## DATA EXCERPTS
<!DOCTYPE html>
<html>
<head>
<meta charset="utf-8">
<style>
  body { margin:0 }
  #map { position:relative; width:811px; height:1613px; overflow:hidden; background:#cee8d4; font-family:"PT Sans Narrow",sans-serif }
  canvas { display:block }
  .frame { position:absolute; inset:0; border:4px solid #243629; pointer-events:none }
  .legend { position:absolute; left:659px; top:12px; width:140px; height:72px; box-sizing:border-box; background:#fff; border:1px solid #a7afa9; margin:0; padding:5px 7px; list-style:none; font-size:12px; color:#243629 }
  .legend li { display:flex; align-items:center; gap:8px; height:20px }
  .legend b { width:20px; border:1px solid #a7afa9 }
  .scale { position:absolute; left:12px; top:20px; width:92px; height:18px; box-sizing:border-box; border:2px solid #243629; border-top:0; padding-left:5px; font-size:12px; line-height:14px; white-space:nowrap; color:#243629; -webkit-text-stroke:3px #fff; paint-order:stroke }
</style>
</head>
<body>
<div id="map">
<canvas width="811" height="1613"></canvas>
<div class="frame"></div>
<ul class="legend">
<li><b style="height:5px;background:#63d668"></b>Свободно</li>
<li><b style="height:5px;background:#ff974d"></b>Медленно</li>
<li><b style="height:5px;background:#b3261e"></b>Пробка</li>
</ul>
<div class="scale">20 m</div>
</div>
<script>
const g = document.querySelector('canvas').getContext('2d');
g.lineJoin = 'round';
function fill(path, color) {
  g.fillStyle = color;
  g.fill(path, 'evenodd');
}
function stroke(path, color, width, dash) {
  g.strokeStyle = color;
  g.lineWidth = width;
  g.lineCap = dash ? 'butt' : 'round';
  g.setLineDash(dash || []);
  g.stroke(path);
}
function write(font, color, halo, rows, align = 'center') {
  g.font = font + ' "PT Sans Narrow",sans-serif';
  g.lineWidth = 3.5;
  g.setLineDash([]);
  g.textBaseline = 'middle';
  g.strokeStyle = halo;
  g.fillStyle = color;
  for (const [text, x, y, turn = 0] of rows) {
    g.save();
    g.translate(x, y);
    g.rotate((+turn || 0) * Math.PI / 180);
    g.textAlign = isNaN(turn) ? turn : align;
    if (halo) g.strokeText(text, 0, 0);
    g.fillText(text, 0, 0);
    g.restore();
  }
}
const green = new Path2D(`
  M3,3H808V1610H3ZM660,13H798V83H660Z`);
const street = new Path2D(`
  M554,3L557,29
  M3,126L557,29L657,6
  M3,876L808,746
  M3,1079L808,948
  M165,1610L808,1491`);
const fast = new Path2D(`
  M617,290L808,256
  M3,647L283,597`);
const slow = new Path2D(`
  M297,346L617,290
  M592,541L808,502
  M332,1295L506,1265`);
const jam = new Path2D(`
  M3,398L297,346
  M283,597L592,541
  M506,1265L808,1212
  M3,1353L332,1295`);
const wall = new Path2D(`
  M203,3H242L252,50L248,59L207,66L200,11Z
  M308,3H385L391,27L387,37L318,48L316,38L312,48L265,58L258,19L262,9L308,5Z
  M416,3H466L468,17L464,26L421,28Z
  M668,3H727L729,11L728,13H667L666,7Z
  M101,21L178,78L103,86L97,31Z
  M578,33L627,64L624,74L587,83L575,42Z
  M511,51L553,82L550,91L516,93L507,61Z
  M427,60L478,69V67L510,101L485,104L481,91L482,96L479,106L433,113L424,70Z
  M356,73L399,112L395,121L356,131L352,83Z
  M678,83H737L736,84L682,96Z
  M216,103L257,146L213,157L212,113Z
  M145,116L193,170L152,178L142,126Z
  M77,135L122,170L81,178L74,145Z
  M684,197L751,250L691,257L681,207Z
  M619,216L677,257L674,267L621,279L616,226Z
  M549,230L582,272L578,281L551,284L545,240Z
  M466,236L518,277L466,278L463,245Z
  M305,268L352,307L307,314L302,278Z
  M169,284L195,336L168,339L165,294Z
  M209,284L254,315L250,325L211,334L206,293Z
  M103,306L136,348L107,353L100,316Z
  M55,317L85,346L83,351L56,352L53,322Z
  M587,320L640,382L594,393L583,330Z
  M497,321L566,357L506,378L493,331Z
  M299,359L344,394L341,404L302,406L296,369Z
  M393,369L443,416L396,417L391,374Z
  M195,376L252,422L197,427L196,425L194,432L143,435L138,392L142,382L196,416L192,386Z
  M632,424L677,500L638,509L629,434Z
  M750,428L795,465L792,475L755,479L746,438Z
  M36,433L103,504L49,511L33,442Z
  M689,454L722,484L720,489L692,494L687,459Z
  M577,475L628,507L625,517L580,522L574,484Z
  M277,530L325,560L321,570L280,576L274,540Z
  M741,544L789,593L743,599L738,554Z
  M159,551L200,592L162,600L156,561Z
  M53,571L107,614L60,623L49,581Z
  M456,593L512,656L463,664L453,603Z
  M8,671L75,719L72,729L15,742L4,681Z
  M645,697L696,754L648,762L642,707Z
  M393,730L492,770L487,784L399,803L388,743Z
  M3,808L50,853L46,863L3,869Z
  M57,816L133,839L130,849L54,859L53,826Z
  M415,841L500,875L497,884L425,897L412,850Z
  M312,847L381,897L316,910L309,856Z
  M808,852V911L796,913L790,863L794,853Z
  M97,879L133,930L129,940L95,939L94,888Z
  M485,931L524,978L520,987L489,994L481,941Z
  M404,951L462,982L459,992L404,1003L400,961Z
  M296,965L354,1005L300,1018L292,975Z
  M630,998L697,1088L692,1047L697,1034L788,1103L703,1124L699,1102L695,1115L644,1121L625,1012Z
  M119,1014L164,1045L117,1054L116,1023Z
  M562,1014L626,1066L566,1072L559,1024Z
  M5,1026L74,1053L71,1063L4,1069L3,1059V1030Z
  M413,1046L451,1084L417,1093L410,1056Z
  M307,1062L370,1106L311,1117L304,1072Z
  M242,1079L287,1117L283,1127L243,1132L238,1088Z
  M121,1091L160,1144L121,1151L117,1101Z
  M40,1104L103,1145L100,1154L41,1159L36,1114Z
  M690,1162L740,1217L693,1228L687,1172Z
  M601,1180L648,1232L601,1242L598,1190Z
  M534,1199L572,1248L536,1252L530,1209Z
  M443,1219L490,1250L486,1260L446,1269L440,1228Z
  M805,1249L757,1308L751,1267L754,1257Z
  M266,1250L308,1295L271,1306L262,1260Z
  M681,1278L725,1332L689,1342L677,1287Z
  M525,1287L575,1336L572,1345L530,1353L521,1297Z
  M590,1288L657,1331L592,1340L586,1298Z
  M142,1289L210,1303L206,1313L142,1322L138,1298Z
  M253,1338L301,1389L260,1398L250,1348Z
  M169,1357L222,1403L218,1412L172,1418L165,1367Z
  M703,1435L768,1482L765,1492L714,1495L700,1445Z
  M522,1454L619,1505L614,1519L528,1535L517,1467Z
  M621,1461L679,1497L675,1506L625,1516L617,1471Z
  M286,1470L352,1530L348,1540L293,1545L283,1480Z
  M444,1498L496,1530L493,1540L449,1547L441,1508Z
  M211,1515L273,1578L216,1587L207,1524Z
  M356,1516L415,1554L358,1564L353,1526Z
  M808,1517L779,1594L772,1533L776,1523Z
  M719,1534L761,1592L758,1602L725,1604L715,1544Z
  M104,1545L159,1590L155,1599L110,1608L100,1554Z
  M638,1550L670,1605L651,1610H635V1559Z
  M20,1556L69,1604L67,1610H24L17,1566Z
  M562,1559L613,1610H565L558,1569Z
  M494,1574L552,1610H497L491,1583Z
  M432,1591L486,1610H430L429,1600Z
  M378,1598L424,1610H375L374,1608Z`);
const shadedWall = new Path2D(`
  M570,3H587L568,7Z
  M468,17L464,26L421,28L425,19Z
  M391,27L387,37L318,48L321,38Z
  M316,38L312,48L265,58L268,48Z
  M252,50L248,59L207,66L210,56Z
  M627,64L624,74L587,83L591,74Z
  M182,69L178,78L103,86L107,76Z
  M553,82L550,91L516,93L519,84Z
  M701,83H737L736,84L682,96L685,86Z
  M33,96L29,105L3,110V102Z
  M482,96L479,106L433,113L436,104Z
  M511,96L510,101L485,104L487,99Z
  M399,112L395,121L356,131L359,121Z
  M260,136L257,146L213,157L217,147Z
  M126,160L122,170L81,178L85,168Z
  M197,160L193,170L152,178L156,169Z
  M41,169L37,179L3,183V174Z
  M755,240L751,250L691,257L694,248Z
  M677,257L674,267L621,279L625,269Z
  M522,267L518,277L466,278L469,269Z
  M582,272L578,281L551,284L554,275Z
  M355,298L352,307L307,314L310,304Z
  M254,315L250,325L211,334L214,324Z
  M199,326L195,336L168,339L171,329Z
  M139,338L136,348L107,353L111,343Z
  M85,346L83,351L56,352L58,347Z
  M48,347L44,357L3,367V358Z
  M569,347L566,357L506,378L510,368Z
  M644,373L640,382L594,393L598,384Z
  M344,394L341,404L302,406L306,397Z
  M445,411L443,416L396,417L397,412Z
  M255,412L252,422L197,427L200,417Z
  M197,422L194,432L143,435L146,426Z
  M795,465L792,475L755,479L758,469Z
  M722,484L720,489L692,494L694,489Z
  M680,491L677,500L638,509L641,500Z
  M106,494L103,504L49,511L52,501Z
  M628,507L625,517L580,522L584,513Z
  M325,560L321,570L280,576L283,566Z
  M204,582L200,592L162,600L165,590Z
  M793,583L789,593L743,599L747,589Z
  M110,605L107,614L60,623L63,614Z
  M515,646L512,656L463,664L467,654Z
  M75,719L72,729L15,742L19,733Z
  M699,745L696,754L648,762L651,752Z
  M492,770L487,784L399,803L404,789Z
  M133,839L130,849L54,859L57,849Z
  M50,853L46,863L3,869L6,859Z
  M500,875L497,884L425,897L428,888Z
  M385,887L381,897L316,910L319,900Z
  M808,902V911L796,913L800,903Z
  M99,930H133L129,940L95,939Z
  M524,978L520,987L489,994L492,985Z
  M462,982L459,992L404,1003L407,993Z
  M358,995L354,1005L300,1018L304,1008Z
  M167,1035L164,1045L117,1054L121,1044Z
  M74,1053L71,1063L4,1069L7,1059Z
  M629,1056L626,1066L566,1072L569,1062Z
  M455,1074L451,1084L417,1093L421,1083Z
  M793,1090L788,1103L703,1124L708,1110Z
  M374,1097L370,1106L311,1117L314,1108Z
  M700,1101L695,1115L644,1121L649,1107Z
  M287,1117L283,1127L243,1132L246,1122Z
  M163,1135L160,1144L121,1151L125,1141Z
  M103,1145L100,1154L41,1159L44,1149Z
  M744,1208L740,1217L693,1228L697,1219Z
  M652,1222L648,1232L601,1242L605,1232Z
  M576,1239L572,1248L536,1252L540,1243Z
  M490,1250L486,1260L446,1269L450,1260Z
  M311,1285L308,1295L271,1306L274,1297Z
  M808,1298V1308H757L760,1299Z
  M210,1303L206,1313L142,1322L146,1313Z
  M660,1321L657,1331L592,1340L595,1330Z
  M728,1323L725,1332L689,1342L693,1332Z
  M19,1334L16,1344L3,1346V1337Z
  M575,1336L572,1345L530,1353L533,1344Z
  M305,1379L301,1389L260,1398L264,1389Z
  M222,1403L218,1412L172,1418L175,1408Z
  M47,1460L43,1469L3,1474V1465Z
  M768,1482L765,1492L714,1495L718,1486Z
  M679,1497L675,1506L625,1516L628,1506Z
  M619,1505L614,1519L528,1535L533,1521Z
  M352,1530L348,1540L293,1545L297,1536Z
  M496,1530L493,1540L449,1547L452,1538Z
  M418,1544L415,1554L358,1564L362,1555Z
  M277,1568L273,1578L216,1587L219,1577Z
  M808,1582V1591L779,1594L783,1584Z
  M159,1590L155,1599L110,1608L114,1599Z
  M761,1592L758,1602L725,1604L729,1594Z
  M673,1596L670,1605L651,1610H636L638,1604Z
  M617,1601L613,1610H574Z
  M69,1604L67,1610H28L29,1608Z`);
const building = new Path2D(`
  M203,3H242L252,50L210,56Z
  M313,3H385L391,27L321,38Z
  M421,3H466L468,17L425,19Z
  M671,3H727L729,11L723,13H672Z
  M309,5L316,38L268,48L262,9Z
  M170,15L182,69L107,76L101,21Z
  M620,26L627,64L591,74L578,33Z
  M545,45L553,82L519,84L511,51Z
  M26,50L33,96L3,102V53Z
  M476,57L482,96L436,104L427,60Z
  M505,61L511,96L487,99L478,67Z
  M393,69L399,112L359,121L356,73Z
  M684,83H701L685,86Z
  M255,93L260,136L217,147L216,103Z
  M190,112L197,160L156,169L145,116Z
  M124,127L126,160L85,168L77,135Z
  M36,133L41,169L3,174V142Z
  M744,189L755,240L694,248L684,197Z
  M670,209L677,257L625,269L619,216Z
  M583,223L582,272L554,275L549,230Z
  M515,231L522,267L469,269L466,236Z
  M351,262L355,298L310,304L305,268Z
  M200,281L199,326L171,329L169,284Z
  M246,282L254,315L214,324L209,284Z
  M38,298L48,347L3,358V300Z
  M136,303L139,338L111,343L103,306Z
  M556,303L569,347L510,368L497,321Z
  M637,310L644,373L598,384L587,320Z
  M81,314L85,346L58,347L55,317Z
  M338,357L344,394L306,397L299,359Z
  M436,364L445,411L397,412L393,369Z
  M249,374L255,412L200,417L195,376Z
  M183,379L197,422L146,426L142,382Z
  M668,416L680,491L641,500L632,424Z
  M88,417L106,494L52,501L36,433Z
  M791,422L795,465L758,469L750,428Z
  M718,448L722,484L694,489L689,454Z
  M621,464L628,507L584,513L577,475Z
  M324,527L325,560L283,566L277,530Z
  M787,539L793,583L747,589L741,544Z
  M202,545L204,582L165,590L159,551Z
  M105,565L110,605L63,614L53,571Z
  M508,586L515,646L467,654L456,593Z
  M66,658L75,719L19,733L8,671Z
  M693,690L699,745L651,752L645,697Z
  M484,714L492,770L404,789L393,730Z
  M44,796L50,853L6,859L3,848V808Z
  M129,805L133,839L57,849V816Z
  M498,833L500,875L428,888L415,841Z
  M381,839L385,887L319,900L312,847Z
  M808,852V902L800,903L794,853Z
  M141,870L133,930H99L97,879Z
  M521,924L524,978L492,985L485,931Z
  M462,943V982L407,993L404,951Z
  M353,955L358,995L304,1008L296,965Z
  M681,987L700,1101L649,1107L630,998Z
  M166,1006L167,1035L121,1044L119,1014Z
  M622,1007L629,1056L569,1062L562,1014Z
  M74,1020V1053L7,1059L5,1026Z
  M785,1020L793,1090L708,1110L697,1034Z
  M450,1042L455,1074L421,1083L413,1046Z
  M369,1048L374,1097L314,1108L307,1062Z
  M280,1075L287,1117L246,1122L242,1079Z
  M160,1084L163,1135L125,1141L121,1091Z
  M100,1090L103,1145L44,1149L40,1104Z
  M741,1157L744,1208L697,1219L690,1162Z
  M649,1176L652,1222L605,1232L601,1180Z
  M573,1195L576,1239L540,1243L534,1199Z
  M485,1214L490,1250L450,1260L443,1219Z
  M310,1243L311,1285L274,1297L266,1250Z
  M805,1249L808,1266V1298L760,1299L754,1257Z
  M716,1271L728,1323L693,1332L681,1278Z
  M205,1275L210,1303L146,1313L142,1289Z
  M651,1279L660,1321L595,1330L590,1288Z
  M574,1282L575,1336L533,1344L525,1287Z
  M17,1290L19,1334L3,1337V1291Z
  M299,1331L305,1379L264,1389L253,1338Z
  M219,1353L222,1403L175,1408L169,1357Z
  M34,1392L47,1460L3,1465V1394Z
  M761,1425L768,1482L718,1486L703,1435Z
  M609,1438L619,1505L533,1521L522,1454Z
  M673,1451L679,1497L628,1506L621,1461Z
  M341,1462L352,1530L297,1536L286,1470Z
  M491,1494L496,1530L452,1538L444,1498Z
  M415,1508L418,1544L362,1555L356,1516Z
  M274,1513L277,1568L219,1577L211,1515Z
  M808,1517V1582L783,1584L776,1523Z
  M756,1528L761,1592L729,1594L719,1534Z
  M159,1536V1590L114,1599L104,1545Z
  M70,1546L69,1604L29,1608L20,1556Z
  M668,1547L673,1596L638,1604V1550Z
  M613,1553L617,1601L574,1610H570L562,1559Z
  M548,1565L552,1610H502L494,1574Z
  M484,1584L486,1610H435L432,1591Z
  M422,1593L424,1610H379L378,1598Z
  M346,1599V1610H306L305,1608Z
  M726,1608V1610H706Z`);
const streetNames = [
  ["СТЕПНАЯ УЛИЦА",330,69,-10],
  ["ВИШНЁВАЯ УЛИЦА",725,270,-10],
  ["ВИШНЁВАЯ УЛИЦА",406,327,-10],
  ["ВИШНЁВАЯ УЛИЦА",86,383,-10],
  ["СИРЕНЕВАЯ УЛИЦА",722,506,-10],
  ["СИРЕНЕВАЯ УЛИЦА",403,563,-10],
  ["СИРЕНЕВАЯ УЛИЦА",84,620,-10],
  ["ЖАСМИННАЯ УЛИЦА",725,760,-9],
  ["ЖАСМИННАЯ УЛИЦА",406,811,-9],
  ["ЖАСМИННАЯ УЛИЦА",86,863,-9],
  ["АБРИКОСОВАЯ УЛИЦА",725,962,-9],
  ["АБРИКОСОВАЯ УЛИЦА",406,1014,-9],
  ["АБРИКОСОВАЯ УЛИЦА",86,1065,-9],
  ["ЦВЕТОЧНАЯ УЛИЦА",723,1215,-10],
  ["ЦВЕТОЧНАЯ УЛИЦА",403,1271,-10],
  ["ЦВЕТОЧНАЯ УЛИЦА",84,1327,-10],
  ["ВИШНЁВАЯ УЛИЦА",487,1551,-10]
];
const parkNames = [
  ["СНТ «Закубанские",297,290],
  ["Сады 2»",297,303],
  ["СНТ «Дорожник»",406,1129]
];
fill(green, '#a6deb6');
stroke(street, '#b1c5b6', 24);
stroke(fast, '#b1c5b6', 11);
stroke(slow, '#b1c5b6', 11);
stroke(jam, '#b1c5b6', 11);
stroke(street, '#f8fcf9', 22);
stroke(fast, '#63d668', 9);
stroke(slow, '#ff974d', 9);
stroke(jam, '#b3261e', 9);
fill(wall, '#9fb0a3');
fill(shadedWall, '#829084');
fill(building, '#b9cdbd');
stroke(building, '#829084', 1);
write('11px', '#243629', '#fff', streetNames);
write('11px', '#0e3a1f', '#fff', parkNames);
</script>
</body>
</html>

## WHAT THE TASK ASKS
Begin at the line that has "M182,69L178,78L103,86L107,76Z" in the entries above; stop after the line that has "M103,1145L100,1154L41,1159L44,1149Z". Transcribe exactly those lines and no others.

## COMPLETED EXERCISE
  M182,69L178,78L103,86L107,76Z
  M553,82L550,91L516,93L519,84Z
  M701,83H737L736,84L682,96L685,86Z
  M33,96L29,105L3,110V102Z
  M482,96L479,106L433,113L436,104Z
  M511,96L510,101L485,104L487,99Z
  M399,112L395,121L356,131L359,121Z
  M260,136L257,146L213,157L217,147Z
  M126,160L122,170L81,178L85,168Z
  M197,160L193,170L152,178L156,169Z
  M41,169L37,179L3,183V174Z
  M755,240L751,250L691,257L694,248Z
  M677,257L674,267L621,279L625,269Z
  M522,267L518,277L466,278L469,269Z
  M582,272L578,281L551,284L554,275Z
  M355,298L352,307L307,314L310,304Z
  M254,315L250,325L211,334L214,324Z
  M199,326L195,336L168,339L171,329Z
  M139,338L136,348L107,353L111,343Z
  M85,346L83,351L56,352L58,347Z
  M48,347L44,357L3,367V358Z
  M569,347L566,357L506,378L510,368Z
  M644,373L640,382L594,393L598,384Z
  M344,394L341,404L302,406L306,397Z
  M445,411L443,416L396,417L397,412Z
  M255,412L252,422L197,427L200,417Z
  M197,422L194,432L143,435L146,426Z
  M795,465L792,475L755,479L758,469Z
  M722,484L720,489L692,494L694,489Z
  M680,491L677,500L638,509L641,500Z
  M106,494L103,504L49,511L52,501Z
  M628,507L625,517L580,522L584,513Z
  M325,560L321,570L280,576L283,566Z
  M204,582L200,592L162,600L165,590Z
  M793,583L789,593L743,599L747,589Z
  M110,605L107,614L60,623L63,614Z
  M515,646L512,656L463,664L467,654Z
  M75,719L72,729L15,742L19,733Z
  M699,745L696,754L648,762L651,752Z
  M492,770L487,784L399,803L404,789Z
  M133,839L130,849L54,859L57,849Z
  M50,853L46,863L3,869L6,859Z
  M500,875L497,884L425,897L428,888Z
  M385,887L381,897L316,910L319,900Z
  M808,902V911L796,913L800,903Z
  M99,930H133L129,940L95,939Z
  M524,978L520,987L489,994L492,985Z
  M462,982L459,992L404,1003L407,993Z
  M358,995L354,1005L300,1018L304,1008Z
  M167,1035L164,1045L117,1054L121,1044Z
  M74,1053L71,1063L4,1069L7,1059Z
  M629,1056L626,1066L566,1072L569,1062Z
  M455,1074L451,1084L417,1093L421,1083Z
  M793,1090L788,1103L703,1124L708,1110Z
  M374,1097L370,1106L311,1117L314,1108Z
  M700,1101L695,1115L644,1121L649,1107Z
  M287,1117L283,1127L243,1132L246,1122Z
  M163,1135L160,1144L121,1151L125,1141Z
  M103,1145L100,1154L41,1159L44,1149Z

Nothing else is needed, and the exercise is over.